## About this task
Using the string "controls" as the key, pull each matching line out of the records below.

▬▬▬

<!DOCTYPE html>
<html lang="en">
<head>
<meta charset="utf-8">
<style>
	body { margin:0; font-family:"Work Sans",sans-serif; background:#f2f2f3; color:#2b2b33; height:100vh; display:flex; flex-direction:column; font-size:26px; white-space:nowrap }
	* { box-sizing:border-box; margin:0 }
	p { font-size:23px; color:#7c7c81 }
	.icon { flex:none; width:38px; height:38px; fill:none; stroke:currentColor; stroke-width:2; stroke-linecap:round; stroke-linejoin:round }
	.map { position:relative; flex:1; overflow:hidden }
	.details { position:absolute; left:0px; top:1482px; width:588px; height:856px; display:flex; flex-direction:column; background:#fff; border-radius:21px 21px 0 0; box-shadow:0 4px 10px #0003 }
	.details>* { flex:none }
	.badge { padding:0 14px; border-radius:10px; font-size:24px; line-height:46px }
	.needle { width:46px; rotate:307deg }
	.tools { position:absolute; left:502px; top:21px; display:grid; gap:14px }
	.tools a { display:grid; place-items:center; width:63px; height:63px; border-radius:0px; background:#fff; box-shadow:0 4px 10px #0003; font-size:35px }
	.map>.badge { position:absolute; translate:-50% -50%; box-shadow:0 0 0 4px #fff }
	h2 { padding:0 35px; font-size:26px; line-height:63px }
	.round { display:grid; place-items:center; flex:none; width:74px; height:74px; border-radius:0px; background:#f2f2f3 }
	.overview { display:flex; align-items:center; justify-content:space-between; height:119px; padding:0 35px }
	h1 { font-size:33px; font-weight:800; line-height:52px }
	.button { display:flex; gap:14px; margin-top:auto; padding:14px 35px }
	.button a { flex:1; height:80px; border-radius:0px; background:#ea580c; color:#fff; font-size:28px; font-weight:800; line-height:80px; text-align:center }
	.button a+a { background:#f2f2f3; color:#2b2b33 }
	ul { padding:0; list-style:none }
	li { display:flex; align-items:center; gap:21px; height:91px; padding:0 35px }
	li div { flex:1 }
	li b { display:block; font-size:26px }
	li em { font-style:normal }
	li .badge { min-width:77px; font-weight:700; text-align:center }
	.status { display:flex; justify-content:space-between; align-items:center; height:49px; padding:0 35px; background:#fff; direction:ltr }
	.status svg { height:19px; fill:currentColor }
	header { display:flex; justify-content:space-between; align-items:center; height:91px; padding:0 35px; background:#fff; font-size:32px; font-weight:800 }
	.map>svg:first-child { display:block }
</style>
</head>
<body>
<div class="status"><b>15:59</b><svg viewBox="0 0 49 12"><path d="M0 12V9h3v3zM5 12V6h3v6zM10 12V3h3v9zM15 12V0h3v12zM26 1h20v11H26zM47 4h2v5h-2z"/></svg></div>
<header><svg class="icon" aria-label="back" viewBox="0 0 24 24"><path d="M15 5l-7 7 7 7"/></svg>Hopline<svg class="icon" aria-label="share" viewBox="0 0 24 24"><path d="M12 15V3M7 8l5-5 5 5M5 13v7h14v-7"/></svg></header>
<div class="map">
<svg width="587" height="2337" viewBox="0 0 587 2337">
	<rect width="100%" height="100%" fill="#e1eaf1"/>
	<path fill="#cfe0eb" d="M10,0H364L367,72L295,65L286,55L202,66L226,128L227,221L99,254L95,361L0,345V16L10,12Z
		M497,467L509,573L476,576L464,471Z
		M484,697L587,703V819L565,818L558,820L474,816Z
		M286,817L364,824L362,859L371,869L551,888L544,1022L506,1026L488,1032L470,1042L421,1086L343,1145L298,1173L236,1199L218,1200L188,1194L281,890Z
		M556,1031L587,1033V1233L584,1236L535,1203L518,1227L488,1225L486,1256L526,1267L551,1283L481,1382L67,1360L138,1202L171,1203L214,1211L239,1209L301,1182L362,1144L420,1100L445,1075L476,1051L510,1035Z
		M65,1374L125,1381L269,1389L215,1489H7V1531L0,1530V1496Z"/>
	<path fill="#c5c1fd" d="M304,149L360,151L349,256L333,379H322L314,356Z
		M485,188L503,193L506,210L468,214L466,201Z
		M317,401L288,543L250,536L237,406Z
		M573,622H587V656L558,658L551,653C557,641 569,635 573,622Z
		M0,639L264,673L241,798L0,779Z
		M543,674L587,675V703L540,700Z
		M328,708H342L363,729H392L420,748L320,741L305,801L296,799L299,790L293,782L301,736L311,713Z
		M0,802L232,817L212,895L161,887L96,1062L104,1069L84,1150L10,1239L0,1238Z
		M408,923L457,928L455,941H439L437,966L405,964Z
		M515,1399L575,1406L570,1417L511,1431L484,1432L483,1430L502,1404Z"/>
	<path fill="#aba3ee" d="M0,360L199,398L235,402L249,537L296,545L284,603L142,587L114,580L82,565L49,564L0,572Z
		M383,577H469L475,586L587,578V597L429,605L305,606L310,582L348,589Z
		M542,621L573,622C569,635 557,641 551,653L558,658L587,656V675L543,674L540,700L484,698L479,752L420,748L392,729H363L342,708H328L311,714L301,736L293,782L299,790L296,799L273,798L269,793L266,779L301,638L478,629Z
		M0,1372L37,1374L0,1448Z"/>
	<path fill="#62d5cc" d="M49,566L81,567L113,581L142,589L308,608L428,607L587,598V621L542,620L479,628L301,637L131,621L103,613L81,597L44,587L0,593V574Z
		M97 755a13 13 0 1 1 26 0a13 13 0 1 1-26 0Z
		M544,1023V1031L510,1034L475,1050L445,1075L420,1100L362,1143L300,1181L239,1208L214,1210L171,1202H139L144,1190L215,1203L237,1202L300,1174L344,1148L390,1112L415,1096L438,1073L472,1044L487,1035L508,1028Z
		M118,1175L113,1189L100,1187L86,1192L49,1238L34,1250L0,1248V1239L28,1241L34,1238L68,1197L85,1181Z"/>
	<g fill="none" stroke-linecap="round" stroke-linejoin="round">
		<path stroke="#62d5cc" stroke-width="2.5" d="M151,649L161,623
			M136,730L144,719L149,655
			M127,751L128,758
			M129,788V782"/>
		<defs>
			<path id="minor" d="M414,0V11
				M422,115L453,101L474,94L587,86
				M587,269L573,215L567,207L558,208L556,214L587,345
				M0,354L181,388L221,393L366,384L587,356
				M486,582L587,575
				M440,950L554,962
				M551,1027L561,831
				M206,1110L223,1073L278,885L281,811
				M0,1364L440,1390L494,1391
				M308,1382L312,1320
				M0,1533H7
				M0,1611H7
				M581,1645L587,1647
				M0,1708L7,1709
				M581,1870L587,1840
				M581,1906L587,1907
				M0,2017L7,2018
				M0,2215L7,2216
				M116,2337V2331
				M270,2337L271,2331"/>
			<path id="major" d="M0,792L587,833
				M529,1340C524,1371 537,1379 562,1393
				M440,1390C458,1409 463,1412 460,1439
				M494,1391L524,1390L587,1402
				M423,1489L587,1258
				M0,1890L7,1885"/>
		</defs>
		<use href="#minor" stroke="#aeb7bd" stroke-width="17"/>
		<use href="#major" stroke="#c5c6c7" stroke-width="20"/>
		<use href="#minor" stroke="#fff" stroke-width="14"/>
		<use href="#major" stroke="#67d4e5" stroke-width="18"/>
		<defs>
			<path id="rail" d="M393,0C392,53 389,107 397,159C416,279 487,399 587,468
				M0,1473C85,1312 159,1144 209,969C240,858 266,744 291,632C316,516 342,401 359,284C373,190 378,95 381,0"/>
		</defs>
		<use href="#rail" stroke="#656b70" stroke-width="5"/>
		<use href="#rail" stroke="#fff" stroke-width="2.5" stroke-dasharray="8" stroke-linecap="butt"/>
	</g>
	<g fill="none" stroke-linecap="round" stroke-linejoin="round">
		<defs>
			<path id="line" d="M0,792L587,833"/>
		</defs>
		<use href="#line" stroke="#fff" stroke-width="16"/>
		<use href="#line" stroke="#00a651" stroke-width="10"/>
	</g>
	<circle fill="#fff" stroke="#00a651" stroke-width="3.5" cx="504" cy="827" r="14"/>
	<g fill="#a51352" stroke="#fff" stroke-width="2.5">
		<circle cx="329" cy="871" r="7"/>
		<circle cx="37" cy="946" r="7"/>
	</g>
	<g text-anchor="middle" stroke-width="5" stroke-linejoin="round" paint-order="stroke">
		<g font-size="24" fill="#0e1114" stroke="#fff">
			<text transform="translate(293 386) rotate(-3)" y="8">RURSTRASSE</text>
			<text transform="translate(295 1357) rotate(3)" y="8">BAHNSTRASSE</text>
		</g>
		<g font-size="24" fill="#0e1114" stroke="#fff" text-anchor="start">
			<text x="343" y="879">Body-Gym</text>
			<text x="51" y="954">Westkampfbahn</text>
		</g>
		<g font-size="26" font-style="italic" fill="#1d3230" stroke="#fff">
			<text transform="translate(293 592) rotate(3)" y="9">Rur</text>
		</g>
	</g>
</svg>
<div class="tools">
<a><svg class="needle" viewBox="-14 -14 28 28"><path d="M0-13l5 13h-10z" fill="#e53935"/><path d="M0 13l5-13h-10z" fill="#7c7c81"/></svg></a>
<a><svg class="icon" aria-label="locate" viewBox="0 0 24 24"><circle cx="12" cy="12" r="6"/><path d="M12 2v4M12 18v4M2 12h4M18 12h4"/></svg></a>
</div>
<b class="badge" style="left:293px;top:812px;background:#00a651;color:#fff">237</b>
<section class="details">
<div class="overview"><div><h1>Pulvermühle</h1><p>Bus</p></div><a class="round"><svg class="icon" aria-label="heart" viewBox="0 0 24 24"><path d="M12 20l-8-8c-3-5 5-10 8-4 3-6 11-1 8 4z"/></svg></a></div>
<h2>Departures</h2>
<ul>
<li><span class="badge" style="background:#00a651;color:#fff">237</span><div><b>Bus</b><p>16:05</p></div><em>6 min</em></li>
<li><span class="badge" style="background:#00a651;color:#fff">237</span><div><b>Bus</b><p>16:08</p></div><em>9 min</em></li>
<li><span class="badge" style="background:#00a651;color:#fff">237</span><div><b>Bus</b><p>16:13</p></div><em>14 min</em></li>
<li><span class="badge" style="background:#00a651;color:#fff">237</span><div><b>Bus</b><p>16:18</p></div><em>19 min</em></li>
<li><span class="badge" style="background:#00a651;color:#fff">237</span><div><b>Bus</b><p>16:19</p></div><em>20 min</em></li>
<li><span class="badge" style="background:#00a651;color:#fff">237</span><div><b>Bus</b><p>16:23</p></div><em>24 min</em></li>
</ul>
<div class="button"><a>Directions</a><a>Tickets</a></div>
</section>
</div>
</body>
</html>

▬▬▬

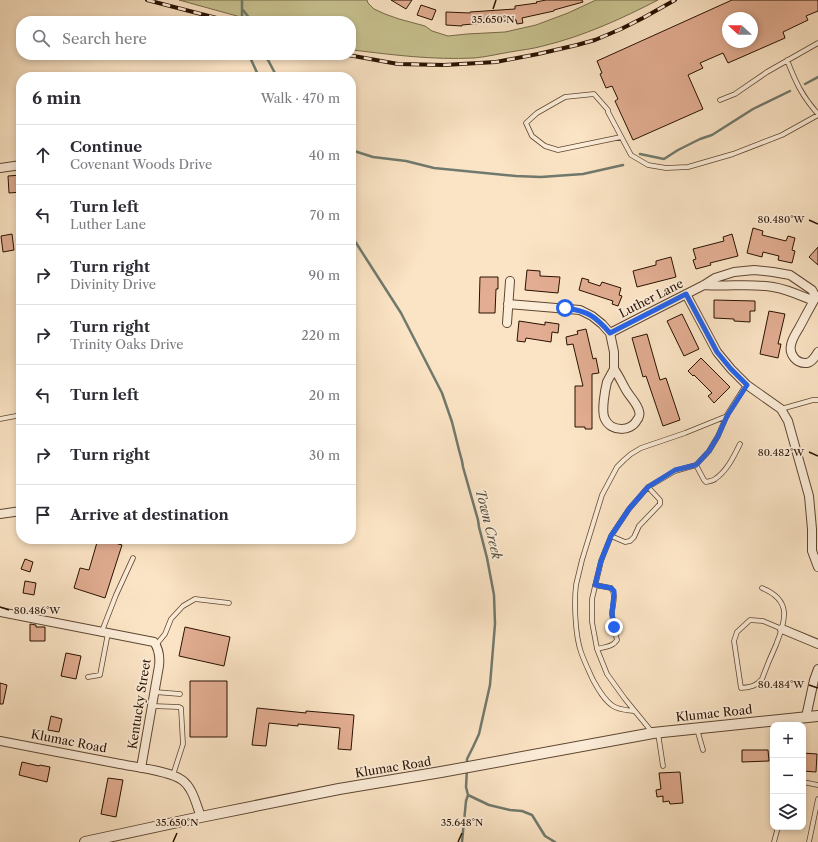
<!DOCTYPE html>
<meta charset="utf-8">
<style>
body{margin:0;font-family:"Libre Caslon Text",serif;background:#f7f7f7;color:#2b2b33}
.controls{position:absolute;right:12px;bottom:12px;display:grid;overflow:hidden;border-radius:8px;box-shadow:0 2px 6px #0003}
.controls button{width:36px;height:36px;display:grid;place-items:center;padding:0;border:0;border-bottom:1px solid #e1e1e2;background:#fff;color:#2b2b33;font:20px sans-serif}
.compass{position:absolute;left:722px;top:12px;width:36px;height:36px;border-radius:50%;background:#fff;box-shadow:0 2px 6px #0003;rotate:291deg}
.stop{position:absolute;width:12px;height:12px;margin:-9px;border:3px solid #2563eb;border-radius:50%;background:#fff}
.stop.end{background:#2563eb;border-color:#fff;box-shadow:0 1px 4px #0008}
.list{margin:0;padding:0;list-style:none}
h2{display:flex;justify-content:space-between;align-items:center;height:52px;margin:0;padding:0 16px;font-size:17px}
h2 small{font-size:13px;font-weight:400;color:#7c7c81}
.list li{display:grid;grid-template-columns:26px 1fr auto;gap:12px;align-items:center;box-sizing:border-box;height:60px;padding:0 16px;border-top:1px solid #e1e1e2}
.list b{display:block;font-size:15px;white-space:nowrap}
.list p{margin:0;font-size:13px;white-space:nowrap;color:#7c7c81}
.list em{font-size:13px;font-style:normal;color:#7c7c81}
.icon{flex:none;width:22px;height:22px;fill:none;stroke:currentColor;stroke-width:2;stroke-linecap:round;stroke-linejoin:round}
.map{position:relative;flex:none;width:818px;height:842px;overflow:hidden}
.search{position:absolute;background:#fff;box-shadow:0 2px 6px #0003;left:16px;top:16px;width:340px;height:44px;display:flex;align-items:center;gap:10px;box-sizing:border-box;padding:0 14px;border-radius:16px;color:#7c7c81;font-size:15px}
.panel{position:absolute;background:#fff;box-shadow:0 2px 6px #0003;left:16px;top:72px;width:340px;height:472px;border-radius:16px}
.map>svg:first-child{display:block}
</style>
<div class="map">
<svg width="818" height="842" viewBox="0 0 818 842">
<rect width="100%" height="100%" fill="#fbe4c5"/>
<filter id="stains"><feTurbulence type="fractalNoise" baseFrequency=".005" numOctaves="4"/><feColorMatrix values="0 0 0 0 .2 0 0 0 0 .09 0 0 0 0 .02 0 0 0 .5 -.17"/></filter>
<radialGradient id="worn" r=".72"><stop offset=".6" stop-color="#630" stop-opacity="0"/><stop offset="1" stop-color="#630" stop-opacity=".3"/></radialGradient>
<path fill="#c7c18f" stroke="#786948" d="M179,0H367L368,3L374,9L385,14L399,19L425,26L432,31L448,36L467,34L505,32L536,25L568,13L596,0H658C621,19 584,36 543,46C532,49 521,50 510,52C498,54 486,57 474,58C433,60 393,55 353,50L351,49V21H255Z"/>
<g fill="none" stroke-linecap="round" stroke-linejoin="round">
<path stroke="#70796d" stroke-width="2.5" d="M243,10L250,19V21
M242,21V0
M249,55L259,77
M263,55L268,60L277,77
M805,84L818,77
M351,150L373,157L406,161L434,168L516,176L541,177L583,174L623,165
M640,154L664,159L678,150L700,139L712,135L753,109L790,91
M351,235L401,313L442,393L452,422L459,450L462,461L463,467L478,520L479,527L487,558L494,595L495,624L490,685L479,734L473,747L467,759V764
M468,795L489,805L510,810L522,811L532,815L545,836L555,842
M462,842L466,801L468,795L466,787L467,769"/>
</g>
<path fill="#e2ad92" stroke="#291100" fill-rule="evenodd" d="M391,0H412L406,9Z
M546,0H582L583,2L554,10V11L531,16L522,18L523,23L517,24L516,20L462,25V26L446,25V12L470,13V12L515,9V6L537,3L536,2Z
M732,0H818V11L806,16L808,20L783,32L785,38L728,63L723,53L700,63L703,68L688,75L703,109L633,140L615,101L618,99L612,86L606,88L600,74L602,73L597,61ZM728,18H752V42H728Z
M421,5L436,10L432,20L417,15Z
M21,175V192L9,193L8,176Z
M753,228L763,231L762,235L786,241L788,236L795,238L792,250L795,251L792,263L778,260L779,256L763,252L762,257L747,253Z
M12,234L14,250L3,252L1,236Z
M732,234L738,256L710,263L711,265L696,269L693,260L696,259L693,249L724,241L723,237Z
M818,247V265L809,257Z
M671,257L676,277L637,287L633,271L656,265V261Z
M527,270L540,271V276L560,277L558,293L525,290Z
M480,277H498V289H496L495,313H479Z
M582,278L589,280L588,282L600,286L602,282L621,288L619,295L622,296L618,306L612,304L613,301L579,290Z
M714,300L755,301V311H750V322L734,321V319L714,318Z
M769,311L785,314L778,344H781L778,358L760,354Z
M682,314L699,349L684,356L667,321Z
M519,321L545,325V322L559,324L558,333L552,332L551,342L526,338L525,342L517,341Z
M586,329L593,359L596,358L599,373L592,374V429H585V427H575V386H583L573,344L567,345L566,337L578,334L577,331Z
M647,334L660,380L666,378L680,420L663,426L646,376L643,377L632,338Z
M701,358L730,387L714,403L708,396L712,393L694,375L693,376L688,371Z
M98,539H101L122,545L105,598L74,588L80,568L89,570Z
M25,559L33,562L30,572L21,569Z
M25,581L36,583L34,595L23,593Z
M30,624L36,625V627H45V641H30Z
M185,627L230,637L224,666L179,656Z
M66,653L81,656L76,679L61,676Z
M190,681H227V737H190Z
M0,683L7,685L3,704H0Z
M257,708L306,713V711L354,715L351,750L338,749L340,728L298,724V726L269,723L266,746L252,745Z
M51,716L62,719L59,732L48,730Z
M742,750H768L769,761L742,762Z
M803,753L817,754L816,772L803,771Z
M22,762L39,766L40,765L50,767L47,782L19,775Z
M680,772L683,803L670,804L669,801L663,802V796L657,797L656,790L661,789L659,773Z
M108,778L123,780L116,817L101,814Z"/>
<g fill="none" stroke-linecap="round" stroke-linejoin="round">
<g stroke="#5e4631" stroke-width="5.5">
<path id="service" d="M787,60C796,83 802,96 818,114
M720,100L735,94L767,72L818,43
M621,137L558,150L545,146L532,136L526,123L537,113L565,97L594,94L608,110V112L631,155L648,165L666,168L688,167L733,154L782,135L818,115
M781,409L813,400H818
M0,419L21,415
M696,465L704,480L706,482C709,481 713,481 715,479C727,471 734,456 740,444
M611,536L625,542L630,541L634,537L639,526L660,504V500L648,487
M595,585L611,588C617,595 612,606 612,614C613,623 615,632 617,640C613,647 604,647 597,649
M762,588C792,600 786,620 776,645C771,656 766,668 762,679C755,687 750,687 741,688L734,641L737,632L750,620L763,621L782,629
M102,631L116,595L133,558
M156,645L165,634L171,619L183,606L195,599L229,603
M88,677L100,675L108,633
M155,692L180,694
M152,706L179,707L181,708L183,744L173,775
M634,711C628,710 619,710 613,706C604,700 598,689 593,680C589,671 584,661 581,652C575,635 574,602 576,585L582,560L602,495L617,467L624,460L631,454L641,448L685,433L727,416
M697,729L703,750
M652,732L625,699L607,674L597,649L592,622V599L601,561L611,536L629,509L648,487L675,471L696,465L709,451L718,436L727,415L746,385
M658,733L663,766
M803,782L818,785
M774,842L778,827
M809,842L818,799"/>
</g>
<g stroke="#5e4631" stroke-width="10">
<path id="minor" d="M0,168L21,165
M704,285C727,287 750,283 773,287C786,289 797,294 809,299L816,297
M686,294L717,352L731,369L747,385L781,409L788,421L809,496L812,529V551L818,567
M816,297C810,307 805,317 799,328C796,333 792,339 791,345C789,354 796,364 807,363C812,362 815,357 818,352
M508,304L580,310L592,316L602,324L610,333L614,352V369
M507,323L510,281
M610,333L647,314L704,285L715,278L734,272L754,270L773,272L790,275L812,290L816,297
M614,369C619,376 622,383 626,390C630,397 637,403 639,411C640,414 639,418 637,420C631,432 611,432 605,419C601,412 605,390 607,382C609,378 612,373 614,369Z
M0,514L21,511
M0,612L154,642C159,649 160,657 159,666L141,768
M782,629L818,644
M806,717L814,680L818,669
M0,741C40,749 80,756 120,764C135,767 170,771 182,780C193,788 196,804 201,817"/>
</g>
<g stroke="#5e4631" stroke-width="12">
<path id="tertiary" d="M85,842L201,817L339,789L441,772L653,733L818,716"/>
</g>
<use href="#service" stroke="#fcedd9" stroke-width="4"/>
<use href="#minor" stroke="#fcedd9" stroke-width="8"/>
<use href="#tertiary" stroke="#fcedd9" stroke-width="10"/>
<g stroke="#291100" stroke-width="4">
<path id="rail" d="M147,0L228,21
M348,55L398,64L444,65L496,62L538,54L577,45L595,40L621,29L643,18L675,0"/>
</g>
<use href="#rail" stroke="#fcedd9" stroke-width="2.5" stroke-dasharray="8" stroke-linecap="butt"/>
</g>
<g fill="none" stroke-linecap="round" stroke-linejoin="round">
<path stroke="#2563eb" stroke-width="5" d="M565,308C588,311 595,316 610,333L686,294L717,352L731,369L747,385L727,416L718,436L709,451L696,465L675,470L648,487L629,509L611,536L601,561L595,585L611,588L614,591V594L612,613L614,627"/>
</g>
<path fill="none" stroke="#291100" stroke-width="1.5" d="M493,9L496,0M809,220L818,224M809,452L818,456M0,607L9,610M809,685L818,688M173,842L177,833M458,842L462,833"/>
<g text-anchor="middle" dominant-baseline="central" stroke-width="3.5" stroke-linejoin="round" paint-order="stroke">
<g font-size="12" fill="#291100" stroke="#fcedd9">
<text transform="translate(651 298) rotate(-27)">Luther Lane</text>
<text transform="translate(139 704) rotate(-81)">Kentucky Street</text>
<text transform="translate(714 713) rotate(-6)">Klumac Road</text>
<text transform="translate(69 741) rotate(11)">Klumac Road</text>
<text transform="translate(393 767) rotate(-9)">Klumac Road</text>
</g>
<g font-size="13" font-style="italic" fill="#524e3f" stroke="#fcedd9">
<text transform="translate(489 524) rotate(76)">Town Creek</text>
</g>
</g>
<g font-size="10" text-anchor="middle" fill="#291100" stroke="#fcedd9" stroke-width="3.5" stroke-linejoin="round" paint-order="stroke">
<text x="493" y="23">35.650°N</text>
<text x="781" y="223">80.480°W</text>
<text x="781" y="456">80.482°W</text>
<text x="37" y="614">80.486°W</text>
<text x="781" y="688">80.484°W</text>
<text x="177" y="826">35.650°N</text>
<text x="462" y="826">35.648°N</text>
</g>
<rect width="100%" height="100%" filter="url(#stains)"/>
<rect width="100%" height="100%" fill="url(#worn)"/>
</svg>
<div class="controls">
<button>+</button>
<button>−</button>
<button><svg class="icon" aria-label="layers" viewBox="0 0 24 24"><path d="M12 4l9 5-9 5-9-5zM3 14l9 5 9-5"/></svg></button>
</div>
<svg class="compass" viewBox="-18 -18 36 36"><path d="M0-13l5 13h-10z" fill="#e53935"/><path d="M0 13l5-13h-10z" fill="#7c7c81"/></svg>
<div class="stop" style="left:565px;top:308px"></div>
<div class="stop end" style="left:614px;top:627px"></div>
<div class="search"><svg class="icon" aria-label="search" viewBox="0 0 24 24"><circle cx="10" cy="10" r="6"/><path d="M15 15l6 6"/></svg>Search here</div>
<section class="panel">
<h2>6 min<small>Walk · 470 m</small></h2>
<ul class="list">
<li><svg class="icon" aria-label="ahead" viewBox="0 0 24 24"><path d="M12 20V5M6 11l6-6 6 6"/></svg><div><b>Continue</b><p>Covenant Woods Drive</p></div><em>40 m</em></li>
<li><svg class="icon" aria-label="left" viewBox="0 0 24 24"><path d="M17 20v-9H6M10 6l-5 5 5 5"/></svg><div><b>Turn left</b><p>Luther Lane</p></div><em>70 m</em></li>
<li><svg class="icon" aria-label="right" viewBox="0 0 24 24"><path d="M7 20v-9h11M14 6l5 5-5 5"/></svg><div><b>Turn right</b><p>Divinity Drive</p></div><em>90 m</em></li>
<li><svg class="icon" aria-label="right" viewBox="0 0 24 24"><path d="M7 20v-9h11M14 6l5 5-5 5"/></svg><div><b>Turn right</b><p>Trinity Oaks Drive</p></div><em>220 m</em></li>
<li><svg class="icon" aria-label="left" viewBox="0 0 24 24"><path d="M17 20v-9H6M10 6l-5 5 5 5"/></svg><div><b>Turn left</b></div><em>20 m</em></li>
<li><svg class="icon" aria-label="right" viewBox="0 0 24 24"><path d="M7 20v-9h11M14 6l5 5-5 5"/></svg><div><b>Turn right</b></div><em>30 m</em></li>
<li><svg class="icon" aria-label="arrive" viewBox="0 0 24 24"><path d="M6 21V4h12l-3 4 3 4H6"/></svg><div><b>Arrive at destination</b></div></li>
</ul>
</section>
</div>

▬▬▬

## Result of the task
.controls{position:absolute;right:12px;bottom:12px;display:grid;overflow:hidden;border-radius:8px;box-shadow:0 2px 6px #0003}
.controls button{width:36px;height:36px;display:grid;place-items:center;padding:0;border:0;border-bottom:1px solid #e1e1e2;background:#fff;color:#2b2b33;font:20px sans-serif}
<div class="controls">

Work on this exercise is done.